+++ SOURCE MATERIAL +++

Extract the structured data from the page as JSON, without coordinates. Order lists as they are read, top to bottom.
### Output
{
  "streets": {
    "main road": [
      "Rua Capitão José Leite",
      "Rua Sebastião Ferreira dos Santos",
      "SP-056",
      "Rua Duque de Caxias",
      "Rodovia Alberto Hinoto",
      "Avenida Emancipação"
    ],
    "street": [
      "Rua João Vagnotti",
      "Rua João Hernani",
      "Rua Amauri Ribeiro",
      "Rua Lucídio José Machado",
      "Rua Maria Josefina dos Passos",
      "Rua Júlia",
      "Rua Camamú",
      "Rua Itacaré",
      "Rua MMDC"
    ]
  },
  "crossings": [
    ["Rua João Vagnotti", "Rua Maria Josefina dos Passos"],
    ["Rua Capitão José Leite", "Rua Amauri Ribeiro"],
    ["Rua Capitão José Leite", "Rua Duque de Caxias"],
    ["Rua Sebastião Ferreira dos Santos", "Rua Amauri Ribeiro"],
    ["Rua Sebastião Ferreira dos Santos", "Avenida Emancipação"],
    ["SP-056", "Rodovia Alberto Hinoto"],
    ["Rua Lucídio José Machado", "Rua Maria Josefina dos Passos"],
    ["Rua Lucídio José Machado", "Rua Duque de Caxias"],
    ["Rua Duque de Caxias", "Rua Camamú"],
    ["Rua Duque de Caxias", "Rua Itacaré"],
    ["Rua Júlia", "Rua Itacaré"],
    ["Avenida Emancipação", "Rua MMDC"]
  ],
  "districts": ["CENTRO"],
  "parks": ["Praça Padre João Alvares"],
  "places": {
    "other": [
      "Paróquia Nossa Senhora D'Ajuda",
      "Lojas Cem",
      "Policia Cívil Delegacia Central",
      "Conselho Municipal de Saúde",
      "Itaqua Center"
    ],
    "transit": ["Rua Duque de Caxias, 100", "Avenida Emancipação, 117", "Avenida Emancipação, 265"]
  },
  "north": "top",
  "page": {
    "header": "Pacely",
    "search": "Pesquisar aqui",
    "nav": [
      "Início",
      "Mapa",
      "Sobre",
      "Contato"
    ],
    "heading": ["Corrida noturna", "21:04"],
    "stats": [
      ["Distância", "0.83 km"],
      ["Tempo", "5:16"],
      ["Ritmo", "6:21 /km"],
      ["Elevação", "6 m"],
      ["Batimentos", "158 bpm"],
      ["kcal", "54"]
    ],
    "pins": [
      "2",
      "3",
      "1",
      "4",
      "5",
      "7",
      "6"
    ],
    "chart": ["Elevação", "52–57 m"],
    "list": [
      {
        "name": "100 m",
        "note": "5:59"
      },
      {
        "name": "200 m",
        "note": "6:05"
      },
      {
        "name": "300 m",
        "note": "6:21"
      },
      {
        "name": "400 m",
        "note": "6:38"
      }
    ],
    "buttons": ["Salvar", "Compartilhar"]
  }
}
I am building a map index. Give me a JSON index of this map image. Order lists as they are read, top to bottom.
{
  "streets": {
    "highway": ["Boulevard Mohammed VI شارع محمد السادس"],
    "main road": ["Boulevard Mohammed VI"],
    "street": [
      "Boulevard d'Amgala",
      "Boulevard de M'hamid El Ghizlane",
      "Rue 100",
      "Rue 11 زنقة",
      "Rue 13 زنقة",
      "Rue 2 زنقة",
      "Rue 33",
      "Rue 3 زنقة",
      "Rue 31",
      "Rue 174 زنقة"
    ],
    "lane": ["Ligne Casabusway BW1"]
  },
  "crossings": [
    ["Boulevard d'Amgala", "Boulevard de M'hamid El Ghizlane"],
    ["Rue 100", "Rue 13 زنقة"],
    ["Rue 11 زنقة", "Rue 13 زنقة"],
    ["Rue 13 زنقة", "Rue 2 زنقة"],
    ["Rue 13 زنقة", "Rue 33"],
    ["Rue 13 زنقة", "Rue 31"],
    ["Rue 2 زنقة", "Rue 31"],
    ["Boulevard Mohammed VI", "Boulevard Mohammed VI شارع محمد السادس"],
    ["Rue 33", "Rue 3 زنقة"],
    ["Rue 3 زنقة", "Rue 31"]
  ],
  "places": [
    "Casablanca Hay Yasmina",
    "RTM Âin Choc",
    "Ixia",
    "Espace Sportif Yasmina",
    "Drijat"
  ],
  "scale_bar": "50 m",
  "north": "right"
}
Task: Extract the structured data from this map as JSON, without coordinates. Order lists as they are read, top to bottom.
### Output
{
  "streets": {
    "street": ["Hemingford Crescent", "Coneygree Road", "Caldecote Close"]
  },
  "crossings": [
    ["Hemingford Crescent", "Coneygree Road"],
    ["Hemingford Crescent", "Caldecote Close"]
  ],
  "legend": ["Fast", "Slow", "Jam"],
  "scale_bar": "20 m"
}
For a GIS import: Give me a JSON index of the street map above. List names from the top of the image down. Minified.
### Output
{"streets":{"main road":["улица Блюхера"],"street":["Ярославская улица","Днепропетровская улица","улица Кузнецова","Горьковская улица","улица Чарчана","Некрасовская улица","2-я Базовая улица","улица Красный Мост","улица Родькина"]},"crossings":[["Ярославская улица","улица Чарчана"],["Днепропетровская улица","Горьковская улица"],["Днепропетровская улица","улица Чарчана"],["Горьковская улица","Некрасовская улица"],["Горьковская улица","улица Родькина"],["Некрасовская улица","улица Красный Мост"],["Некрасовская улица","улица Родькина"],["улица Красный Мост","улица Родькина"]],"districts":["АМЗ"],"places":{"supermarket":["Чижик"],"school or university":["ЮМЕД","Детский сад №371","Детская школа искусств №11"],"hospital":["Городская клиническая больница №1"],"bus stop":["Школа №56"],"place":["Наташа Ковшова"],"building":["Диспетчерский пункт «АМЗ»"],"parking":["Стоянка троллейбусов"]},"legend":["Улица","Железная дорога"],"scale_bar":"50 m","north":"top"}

+++

WORK TO COMPLETE
From the listing above, return every line that carries the string "محمد".

EXERCISE OUTPUT
    "highway": ["Boulevard Mohammed VI شارع محمد السادس"],
    ["Boulevard Mohammed VI", "Boulevard Mohammed VI شارع محمد السادس"],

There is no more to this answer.